Macron rend hommage au comédien Michel Bouquet
Un monstre sacré du théâtre salué par Emmanuel Macron, les larmes de Muriel Robin: un hommage national aux Invalides a été rendu mercredi au comédien Michel Bouquet, décédé mi-avril à l'âge de 96 ans.
"Il a brûlé les planches et crevé l'écran 70 années durant", a affirmé durant l'éloge funèbre le président de la République, tout juste réélu, et quelques heures après avoir effectué sa première sortie publique depuis dimanche à Cergy (Val-d'Oise).
"Il a régné sur le théâtre en monstre sacré (...) de nos monuments littéraires, il révélait des aspects insoupçonnés, ouvrait des brèches nouvelles", a encore souligné le chef de l'Etat qui était accompagné pour la cérémonie de son épouse Brigitte.

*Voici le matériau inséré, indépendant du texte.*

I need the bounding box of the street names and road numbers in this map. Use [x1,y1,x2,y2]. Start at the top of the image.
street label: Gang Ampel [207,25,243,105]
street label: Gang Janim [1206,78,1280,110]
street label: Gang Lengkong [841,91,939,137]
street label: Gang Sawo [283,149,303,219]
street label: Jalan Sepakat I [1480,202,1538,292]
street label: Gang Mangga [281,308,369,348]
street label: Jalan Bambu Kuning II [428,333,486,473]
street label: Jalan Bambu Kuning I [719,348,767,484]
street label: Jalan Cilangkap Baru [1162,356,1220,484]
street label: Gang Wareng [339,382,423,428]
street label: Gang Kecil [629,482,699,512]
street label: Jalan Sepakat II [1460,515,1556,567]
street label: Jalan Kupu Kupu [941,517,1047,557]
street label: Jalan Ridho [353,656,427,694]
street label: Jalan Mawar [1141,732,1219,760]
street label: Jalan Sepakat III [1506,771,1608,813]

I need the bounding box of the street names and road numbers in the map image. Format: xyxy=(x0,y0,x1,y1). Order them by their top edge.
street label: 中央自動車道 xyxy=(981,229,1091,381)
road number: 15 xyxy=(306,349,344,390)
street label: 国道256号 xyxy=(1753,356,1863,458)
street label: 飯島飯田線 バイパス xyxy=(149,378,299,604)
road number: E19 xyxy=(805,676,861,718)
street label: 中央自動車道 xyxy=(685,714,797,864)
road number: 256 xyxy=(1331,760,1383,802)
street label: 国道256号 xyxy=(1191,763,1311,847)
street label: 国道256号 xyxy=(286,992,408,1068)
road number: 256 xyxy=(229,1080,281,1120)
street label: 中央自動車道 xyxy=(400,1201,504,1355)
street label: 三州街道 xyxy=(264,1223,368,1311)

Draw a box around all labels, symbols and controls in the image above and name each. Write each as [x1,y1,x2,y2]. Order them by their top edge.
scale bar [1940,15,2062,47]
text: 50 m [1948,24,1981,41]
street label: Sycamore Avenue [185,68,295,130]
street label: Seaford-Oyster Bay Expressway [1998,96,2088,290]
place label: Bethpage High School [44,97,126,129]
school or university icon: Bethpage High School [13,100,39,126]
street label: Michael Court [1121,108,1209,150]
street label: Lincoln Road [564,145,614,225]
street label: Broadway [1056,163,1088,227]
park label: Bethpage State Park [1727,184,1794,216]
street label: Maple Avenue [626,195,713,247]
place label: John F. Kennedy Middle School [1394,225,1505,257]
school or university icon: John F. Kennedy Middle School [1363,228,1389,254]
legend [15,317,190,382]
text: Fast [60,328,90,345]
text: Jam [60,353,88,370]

En compagnie d'une dizaine d'élèves du Conservatoire national supérieur d'art dramatique où Michel Bouquet a été professeur, il a déposé des fleurs blanches au pied d'un portrait de l'acteur.
Contrairement aux récents hommages nationaux rendus à Jean-Paul Belmondo (2021) ou Charles Aznavour (2018), le cercueil n'était pas présent, M. Bouquet ayant déjà été inhumé le 15 avril dans la plus stricte intimité dans le village natal de son épouse, la comédienne Juliette Carré, dans l'Yonne.
A la cérémonie, l'actrice était entourée d'autres membres de la famille et de noms de la scène et du cinéma français, notamment les comédiens Michel Boujenah, Catherine Frot, Fabrice Luchini, Pierre Arditi et Muriel Robin qui fut l'élève de Michel Bouquet au Conservatoire.
C'est elle qui a livré le discours le plus émouvant, se rappelant comment Michel Bouquet l'avait sauvée à un moment où elle voulait "tout arrêter". "J'avais 25 ans. Vous m'avez rattrapée au vol avec quelques mots qui m'ont bouleversée: 'je suis ton père de théâtre' (...) Monsieur Bouquet, je vous le dis sans emphase: vous m'avez sans doute empêchée de mourir et plus encore donné à vivre", a-t-elle lancé.
"Votre tendresse teintée de pudeur ne me quittera jamais. Le roi se meurt. Pas vous, pas toi, surtout pas toi", a-t-elle ajouté, la voix étranglée. "Quand tu jouais, Michel, tu imposais, et ce qui est très rare, quelque chose qui est de l'ordre de l'incontestable (...) personne ne pouvait te remplacer", a déclaré M. Luchini.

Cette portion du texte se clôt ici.